(Items from a dataset)
------
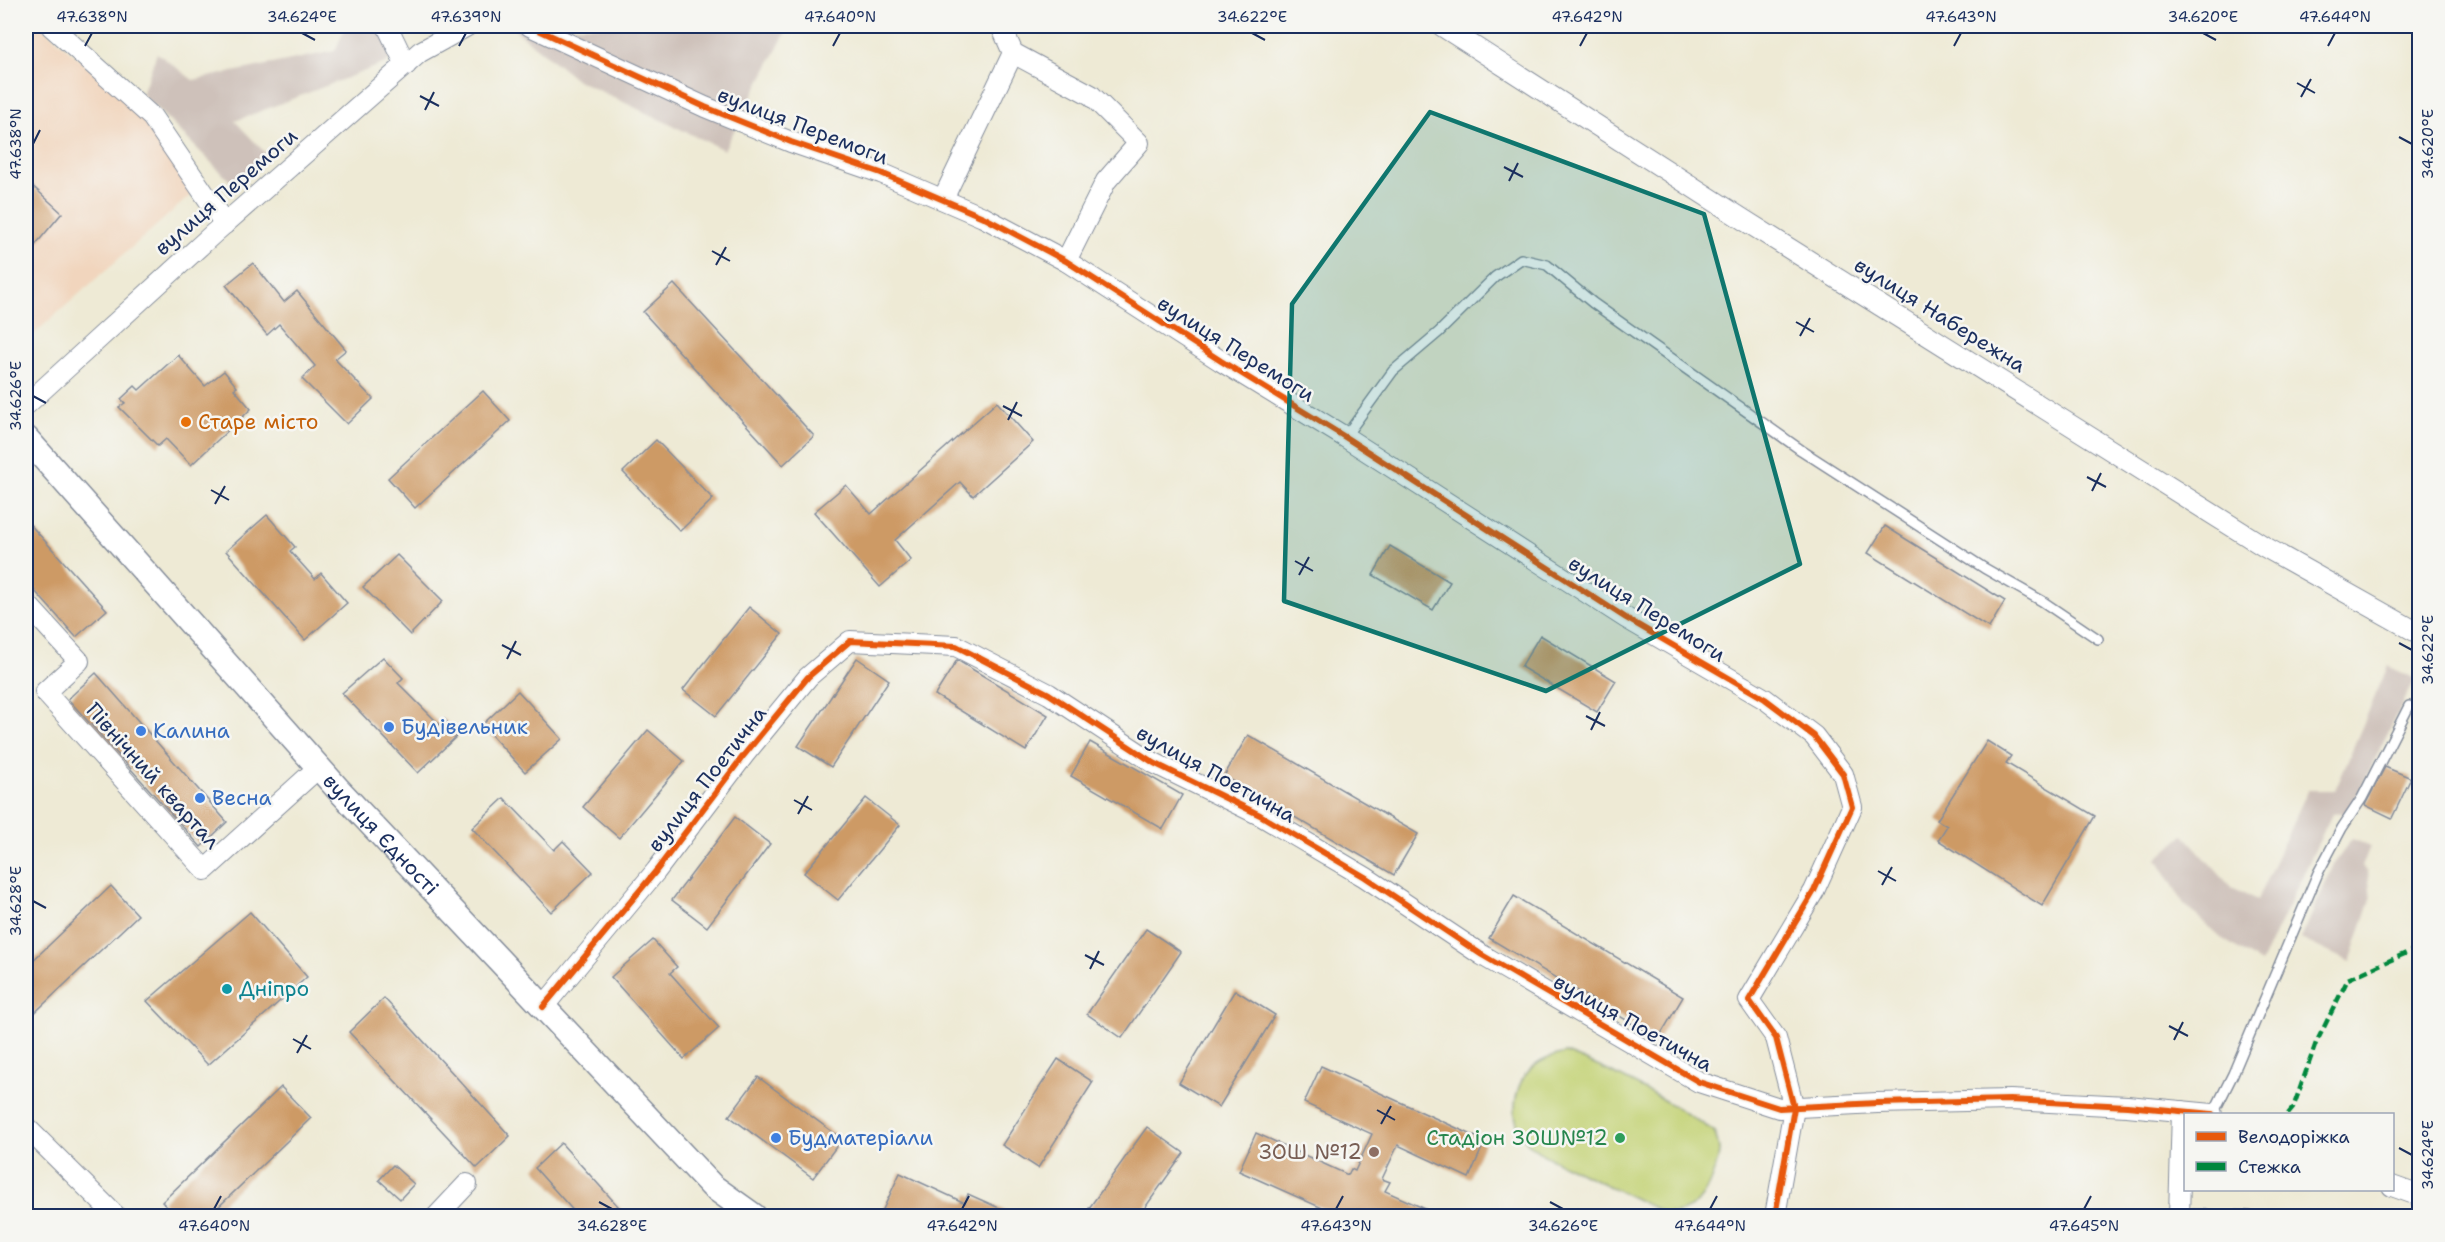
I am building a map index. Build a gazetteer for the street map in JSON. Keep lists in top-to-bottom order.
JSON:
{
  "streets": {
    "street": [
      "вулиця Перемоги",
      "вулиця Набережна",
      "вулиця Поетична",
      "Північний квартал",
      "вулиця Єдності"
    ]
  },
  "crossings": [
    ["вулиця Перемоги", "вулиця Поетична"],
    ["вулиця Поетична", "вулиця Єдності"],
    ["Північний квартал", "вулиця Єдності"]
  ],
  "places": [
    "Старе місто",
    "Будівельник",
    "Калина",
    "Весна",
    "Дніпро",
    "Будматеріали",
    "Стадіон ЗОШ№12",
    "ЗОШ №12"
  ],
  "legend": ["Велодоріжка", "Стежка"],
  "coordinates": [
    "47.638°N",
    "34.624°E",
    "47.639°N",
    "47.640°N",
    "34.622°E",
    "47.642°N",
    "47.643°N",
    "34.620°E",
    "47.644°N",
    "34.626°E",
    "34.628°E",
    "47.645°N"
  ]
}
------
--- Task brief ---
Set down all of the entries precisely and keep the pictures out of the copy.

--- Output of the task ---
I am building a map index. Build a gazetteer for the street map in JSON. Keep lists in top-to-bottom order.
JSON:
{
  "streets": {
    "street": [
      "вулиця Перемоги",
      "вулиця Набережна",
      "вулиця Поетична",
      "Північний квартал",
      "вулиця Єдності"
    ]
  },
  "crossings": [
    ["вулиця Перемоги", "вулиця Поетична"],
    ["вулиця Поетична", "вулиця Єдності"],
    ["Північний квартал", "вулиця Єдності"]
  ],
  "places": [
    "Старе місто",
    "Будівельник",
    "Калина",
    "Весна",
    "Дніпро",
    "Будматеріали",
    "Стадіон ЗОШ№12",
    "ЗОШ №12"
  ],
  "legend": ["Велодоріжка", "Стежка"],
  "coordinates": [
    "47.638°N",
    "34.624°E",
    "47.639°N",
    "47.640°N",
    "34.622°E",
    "47.642°N",
    "47.643°N",
    "34.620°E",
    "47.644°N",
    "34.626°E",
    "34.628°E",
    "47.645°N"
  ]
}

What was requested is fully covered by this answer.